## Task instructions
Transcription, pictures excluded: write out the data below exactly.

-------- Data segment --------

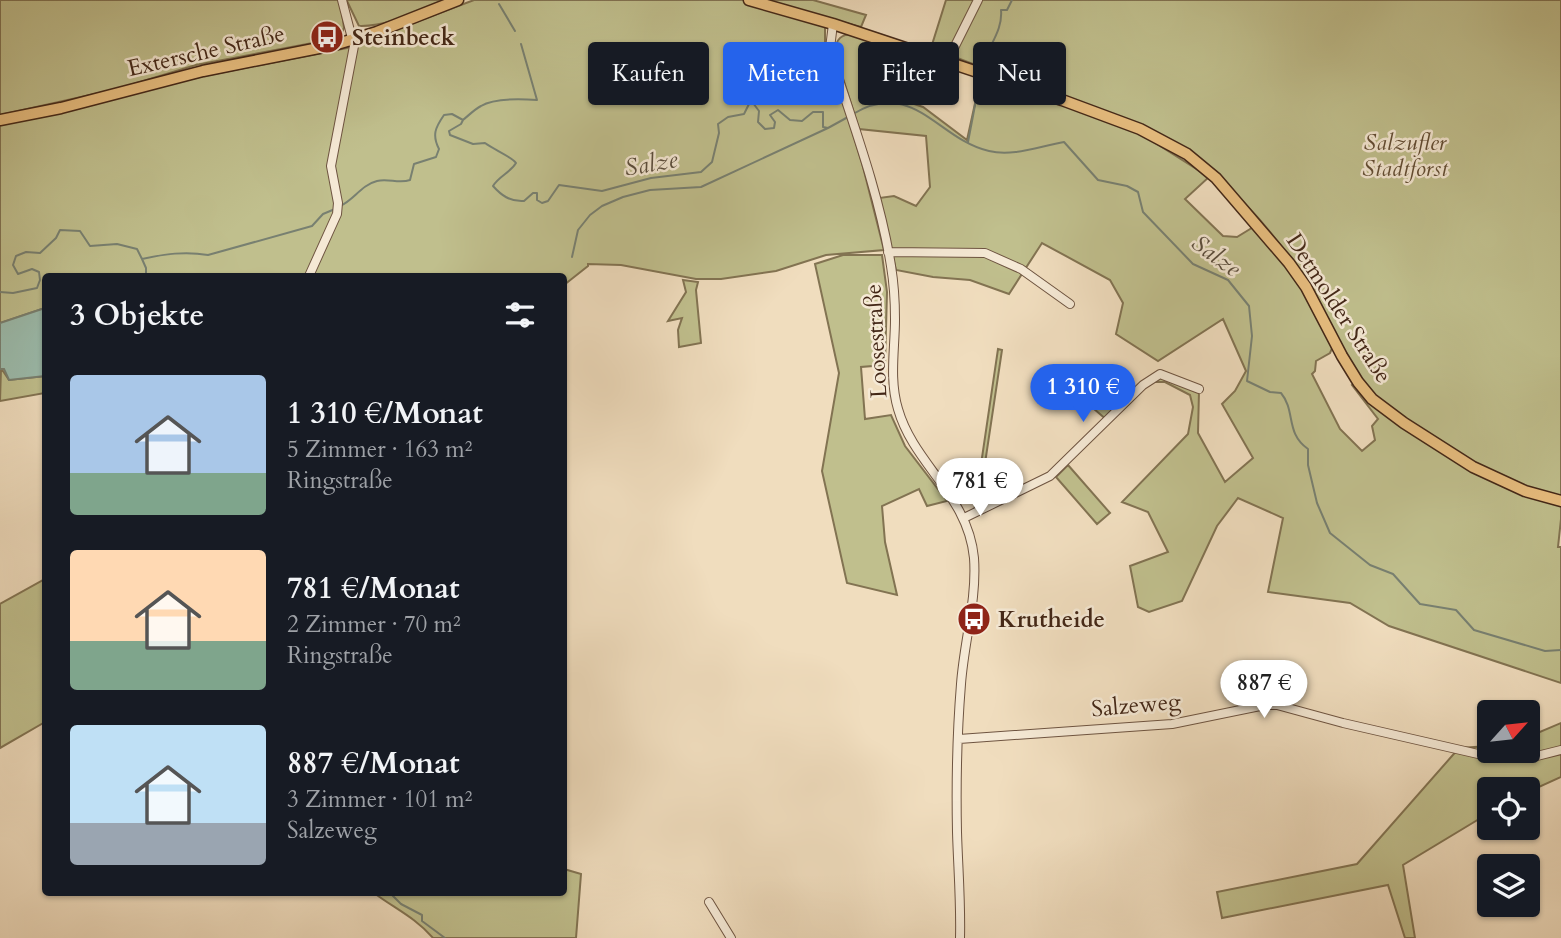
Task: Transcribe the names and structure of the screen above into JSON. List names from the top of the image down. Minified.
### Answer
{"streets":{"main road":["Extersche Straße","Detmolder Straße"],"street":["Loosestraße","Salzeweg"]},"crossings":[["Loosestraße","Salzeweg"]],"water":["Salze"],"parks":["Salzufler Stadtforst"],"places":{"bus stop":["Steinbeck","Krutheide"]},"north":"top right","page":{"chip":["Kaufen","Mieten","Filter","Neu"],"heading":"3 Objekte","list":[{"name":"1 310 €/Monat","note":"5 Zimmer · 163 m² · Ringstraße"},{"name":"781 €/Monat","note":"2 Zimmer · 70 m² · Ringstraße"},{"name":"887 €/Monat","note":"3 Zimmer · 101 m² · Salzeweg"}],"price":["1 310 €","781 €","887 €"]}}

--------

## Answer box
Task: Transcribe the names and structure of the screen above into JSON. List names from the top of the image down. Minified.
### Answer
{"streets":{"main road":["Extersche Straße","Detmolder Straße"],"street":["Loosestraße","Salzeweg"]},"crossings":[["Loosestraße","Salzeweg"]],"water":["Salze"],"parks":["Salzufler Stadtforst"],"places":{"bus stop":["Steinbeck","Krutheide"]},"north":"top right","page":{"chip":["Kaufen","Mieten","Filter","Neu"],"heading":"3 Objekte","list":[{"name":"1 310 €/Monat","note":"5 Zimmer · 163 m² · Ringstraße"},{"name":"781 €/Monat","note":"2 Zimmer · 70 m² · Ringstraße"},{"name":"887 €/Monat","note":"3 Zimmer · 101 m² · Salzeweg"}],"price":["1 310 €","781 €","887 €"]}}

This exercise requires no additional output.